What is the number of lines in these entries that include "Sans"? Write that number and no other text.

------------------------------

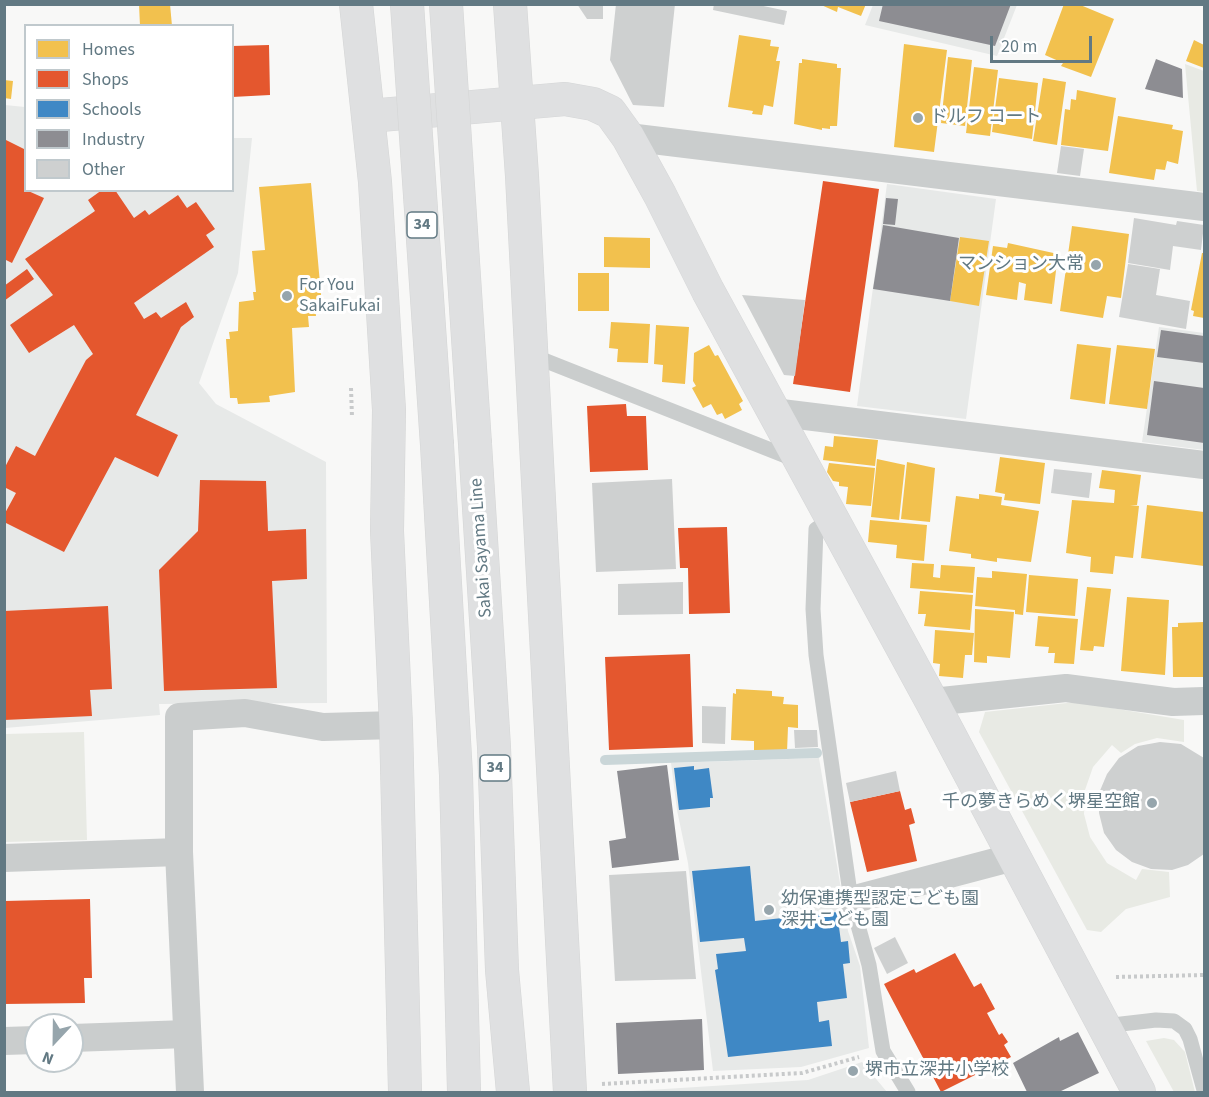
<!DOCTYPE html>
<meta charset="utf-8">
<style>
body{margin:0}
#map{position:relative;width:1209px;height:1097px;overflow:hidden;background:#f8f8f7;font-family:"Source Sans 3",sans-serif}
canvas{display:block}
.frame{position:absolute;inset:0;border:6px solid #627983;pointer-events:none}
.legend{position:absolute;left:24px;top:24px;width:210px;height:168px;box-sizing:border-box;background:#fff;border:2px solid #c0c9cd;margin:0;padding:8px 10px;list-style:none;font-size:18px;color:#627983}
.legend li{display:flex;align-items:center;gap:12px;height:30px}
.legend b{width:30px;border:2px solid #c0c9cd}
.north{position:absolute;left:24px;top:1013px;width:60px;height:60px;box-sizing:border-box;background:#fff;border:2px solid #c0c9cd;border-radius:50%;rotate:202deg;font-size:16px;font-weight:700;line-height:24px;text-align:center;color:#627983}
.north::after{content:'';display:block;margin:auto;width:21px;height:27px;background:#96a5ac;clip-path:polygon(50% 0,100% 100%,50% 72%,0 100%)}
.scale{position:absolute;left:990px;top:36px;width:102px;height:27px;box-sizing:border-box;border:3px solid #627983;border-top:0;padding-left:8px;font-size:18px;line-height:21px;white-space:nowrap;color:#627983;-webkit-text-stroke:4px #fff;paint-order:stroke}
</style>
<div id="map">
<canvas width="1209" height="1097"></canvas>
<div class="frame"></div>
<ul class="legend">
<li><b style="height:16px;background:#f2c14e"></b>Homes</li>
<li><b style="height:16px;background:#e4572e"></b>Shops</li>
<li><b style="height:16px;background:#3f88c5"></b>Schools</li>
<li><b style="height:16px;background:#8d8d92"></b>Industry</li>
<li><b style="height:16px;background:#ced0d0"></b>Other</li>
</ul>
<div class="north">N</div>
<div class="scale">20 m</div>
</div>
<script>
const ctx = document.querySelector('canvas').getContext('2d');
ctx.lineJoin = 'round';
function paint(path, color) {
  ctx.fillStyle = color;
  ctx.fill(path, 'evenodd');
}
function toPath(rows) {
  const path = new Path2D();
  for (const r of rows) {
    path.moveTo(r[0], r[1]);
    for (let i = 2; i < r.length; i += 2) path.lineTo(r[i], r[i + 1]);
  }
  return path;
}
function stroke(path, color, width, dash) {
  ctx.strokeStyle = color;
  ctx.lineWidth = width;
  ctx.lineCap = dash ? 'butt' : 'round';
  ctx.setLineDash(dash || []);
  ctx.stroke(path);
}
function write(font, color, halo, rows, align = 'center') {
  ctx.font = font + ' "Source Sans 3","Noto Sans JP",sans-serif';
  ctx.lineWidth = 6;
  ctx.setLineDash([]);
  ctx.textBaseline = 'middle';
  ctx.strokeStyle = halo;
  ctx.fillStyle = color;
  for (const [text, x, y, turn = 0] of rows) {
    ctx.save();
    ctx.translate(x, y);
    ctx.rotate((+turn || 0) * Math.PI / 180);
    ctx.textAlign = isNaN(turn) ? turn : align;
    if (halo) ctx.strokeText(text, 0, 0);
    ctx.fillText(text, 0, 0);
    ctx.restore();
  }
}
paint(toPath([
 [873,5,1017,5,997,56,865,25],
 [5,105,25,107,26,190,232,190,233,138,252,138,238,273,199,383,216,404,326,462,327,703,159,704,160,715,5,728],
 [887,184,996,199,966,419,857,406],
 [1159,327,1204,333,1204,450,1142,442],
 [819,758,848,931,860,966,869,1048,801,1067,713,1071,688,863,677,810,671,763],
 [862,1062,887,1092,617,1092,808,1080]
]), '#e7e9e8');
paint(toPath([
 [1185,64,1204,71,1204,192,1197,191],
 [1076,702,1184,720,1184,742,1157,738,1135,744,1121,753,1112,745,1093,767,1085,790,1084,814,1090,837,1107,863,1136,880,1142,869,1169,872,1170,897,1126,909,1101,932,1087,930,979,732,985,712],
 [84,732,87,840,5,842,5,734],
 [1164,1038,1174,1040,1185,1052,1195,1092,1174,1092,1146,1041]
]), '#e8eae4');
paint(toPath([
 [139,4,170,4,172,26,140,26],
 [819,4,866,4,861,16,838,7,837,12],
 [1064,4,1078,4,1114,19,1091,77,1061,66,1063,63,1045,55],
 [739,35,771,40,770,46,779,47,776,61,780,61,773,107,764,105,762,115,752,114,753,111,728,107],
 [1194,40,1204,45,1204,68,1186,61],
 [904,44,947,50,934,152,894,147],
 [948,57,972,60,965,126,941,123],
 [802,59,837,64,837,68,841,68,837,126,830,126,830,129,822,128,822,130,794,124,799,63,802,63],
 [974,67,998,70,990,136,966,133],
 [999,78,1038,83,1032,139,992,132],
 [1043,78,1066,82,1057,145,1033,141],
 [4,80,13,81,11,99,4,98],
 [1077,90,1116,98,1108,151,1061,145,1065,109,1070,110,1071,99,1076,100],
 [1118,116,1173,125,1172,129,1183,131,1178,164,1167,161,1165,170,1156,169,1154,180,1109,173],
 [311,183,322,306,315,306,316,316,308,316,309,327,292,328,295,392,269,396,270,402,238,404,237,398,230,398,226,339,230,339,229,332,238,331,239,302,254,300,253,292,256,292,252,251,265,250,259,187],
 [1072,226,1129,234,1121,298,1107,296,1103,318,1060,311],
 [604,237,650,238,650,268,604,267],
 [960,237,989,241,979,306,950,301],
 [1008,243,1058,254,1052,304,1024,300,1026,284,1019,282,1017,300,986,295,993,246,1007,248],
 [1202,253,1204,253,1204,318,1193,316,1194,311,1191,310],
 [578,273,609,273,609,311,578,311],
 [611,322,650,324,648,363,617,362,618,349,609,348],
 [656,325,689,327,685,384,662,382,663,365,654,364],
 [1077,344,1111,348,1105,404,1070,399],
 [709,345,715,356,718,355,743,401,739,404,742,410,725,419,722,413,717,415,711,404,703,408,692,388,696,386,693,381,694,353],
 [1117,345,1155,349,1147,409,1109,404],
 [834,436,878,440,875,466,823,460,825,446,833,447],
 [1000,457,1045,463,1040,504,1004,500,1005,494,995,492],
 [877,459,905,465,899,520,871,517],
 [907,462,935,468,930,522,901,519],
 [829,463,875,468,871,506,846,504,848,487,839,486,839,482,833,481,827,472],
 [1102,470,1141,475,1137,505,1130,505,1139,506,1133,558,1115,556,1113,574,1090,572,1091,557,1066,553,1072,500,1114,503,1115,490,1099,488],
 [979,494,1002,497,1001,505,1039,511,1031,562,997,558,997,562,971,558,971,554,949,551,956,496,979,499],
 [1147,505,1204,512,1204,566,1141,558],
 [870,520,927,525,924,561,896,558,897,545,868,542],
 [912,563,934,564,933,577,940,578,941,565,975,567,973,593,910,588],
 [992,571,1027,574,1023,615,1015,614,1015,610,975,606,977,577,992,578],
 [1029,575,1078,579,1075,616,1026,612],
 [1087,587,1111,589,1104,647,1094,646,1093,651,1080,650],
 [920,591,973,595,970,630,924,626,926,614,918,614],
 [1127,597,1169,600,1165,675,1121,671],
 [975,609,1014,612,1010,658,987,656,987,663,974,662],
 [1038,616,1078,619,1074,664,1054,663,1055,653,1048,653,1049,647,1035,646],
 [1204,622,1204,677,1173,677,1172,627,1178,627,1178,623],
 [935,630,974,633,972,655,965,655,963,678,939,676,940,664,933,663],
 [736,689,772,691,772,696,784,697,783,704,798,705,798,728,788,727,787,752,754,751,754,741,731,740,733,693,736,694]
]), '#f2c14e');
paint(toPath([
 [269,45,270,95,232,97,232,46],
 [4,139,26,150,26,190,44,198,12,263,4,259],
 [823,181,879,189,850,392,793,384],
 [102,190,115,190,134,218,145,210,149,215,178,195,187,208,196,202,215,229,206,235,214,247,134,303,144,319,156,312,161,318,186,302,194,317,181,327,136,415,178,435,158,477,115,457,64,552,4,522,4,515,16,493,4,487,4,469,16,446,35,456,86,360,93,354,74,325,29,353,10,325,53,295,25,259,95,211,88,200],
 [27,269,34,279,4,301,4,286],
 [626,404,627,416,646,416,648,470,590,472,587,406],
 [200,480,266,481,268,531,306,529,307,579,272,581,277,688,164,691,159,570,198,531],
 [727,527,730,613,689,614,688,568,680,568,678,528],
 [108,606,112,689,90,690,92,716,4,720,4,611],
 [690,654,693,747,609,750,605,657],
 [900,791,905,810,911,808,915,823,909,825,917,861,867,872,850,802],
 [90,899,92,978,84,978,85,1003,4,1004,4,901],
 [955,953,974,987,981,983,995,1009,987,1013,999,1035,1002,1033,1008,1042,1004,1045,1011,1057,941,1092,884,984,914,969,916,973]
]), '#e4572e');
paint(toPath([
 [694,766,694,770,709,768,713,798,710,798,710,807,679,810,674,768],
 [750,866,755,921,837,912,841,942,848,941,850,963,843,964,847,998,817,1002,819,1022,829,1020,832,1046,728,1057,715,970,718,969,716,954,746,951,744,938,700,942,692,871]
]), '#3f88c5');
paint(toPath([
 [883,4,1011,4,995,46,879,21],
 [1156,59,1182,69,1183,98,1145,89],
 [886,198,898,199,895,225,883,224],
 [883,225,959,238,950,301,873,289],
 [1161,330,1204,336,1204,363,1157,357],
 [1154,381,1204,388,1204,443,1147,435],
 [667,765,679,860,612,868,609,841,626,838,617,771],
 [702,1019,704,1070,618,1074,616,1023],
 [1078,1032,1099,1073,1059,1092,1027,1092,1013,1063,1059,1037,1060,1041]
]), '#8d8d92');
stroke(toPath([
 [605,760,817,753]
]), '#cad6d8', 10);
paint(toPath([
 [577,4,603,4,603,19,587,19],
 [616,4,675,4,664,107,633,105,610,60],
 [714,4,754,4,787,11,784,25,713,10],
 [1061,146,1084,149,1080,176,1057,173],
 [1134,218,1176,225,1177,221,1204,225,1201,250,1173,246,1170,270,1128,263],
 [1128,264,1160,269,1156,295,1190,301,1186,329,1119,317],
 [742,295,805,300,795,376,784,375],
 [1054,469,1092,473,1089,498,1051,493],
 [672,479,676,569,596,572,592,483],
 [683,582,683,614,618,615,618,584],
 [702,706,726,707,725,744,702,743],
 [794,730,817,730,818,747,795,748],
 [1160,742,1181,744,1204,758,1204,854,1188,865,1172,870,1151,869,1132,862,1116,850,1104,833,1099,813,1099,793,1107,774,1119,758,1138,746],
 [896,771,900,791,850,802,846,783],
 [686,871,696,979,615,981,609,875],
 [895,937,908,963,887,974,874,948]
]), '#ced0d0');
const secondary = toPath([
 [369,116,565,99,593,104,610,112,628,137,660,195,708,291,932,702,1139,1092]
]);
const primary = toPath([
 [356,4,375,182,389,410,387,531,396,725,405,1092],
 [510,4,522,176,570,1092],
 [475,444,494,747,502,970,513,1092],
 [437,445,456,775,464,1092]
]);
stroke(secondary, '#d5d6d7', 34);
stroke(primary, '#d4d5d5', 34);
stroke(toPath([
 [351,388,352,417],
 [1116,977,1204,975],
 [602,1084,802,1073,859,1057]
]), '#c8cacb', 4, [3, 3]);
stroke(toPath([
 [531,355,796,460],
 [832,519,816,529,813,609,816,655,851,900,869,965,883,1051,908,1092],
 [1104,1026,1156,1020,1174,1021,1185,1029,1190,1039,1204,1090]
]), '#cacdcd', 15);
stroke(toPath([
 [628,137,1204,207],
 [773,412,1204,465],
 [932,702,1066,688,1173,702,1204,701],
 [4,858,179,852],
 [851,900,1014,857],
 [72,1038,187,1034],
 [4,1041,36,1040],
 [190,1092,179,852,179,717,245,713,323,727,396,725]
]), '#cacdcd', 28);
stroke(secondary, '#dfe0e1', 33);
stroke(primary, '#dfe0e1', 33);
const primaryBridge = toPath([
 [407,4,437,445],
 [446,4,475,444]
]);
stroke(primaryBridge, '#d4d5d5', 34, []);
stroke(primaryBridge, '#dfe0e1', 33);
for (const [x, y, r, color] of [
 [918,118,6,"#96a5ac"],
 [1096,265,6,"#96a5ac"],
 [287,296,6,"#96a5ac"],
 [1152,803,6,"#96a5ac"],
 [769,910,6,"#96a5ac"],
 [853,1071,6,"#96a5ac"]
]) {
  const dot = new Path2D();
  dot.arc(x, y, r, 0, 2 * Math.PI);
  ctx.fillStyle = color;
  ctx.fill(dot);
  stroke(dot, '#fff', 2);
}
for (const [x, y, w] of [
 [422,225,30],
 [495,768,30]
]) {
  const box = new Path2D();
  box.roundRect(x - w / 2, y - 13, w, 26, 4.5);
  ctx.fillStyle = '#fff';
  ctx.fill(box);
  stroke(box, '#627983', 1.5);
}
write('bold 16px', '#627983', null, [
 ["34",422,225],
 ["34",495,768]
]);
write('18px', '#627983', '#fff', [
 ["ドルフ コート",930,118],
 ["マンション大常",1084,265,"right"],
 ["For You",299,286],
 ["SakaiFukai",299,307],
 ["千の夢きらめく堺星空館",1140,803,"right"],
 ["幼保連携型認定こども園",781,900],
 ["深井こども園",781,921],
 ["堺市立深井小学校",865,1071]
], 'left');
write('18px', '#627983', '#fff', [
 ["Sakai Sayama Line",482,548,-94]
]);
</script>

------------------------------

| OUTPUT |
2